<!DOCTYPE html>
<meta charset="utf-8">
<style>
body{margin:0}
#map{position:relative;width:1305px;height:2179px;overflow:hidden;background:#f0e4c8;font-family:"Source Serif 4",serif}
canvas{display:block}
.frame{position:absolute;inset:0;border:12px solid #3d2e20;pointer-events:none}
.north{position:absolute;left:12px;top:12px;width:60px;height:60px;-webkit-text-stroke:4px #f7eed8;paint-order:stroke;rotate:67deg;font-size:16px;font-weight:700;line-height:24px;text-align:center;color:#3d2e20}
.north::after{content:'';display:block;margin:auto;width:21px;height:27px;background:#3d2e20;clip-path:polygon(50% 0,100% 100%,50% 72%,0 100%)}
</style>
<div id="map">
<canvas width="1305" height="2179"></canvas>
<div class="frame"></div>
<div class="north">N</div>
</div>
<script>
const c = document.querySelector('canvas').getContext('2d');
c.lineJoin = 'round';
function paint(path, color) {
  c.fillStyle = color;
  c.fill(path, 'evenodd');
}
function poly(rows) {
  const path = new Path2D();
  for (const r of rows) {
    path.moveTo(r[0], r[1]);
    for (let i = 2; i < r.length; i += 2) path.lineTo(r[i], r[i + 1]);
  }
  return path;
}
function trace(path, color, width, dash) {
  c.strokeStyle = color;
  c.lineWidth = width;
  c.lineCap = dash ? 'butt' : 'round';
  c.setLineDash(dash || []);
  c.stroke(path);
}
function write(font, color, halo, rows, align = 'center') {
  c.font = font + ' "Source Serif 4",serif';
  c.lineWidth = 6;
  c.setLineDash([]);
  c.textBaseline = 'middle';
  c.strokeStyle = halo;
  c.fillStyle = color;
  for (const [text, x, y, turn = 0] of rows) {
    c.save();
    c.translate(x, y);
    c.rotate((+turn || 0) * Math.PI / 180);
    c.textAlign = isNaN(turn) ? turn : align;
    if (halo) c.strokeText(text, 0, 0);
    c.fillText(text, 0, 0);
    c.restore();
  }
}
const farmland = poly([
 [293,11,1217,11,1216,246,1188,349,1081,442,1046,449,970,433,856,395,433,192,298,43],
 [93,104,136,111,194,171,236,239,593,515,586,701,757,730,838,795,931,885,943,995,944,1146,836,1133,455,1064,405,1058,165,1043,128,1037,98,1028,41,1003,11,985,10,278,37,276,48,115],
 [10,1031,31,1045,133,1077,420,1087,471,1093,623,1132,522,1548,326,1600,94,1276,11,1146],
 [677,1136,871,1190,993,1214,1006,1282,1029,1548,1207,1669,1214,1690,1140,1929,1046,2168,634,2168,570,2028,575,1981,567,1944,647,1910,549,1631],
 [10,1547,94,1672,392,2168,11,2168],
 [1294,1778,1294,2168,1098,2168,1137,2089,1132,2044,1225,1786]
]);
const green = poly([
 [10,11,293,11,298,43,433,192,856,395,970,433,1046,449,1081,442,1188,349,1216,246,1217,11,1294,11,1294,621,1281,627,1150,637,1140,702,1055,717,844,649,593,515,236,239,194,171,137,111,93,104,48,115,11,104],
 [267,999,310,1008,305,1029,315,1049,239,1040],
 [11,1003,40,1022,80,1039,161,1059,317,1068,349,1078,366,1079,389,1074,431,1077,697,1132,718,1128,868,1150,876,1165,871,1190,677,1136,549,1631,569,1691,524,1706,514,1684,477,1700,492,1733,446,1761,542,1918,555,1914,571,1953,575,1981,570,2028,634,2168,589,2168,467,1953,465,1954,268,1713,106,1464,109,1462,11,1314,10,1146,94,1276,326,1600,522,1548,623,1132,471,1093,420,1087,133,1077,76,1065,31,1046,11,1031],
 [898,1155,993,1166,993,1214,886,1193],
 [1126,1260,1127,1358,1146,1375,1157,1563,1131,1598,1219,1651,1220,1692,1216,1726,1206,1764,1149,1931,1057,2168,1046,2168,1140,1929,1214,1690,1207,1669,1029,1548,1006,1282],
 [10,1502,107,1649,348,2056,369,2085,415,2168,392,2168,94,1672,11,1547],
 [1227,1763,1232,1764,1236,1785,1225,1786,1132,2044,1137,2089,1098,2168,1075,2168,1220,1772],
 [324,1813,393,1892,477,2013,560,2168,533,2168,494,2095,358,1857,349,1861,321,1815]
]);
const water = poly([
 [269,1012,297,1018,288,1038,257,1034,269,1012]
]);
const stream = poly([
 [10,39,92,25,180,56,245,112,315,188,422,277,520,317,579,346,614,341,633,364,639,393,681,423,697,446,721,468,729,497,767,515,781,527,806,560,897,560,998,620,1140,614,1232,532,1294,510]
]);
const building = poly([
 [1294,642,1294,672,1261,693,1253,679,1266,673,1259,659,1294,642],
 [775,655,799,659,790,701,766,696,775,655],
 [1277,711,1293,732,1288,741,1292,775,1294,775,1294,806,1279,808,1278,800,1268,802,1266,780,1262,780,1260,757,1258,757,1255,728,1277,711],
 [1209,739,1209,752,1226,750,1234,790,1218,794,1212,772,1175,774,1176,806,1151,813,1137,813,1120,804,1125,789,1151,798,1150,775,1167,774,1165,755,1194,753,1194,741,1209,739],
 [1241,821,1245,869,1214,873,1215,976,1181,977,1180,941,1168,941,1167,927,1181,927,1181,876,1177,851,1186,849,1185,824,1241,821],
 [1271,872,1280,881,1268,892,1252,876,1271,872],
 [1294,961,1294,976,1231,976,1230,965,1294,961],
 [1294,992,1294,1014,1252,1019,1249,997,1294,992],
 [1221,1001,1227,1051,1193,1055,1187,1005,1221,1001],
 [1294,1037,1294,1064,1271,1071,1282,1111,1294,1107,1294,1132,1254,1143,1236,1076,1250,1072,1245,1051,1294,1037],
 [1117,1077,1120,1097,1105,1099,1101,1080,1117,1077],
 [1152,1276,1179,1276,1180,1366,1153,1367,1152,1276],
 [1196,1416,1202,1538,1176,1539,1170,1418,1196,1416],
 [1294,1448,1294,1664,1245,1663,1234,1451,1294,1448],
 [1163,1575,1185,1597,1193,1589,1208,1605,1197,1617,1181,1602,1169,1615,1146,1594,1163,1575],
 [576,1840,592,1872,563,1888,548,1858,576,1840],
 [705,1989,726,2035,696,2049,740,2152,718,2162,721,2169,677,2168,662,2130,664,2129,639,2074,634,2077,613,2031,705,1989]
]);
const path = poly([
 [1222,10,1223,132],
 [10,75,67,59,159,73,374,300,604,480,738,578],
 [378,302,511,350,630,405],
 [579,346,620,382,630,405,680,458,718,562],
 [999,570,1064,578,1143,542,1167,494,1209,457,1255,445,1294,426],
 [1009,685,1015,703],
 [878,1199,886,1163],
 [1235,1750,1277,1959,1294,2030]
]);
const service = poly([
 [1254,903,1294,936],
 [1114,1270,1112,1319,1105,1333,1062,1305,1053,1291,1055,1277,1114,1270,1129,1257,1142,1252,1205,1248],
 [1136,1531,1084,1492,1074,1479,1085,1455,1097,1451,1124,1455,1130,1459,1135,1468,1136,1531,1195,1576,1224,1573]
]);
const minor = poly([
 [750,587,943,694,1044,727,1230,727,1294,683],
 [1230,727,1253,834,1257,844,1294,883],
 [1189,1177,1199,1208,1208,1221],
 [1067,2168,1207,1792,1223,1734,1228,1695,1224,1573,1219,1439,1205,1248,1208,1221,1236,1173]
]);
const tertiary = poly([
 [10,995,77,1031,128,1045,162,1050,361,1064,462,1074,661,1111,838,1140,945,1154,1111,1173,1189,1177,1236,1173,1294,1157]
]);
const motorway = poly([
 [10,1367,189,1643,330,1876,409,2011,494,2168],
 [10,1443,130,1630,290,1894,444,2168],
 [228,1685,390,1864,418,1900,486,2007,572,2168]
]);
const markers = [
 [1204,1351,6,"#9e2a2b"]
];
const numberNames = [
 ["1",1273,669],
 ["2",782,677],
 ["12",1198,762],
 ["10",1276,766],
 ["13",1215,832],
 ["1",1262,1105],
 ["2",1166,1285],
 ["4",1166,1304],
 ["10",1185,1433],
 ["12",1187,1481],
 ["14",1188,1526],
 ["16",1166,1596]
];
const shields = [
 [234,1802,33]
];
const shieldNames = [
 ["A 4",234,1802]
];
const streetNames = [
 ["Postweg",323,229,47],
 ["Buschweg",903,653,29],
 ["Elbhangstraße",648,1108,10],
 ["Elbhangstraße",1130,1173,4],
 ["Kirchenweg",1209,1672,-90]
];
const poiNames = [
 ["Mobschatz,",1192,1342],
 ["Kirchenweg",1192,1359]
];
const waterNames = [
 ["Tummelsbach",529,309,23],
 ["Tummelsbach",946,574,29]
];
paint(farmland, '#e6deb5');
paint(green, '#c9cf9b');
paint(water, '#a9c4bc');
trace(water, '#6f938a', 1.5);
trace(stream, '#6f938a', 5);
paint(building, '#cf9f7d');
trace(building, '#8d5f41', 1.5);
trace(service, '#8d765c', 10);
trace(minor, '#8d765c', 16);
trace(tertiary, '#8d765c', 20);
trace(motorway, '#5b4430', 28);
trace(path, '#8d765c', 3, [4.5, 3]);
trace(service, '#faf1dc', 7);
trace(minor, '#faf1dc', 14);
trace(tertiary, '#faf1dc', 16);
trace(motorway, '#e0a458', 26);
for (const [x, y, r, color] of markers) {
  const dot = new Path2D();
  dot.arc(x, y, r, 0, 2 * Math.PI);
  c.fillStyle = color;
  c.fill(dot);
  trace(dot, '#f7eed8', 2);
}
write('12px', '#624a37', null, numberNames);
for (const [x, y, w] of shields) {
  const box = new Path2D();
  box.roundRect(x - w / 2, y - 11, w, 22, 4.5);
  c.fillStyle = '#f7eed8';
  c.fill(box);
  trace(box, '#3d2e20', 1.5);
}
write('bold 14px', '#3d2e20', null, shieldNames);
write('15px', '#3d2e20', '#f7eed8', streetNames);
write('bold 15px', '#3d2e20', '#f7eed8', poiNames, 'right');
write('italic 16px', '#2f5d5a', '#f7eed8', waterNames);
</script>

WHAT IS BEING ASKED
What you return should be exactly the lines above, starting at the one with "function trace(path, color, width, dash)" and ending at the one with "c.textAlign = isNaN(turn) ? turn : align;", and nothing else.

TASK SOLUTION
function trace(path, color, width, dash) {
  c.strokeStyle = color;
  c.lineWidth = width;
  c.lineCap = dash ? 'butt' : 'round';
  c.setLineDash(dash || []);
  c.stroke(path);
}
function write(font, color, halo, rows, align = 'center') {
  c.font = font + ' "Source Serif 4",serif';
  c.lineWidth = 6;
  c.setLineDash([]);
  c.textBaseline = 'middle';
  c.strokeStyle = halo;
  c.fillStyle = color;
  for (const [text, x, y, turn = 0] of rows) {
    c.save();
    c.translate(x, y);
    c.rotate((+turn || 0) * Math.PI / 180);
    c.textAlign = isNaN(turn) ? turn : align;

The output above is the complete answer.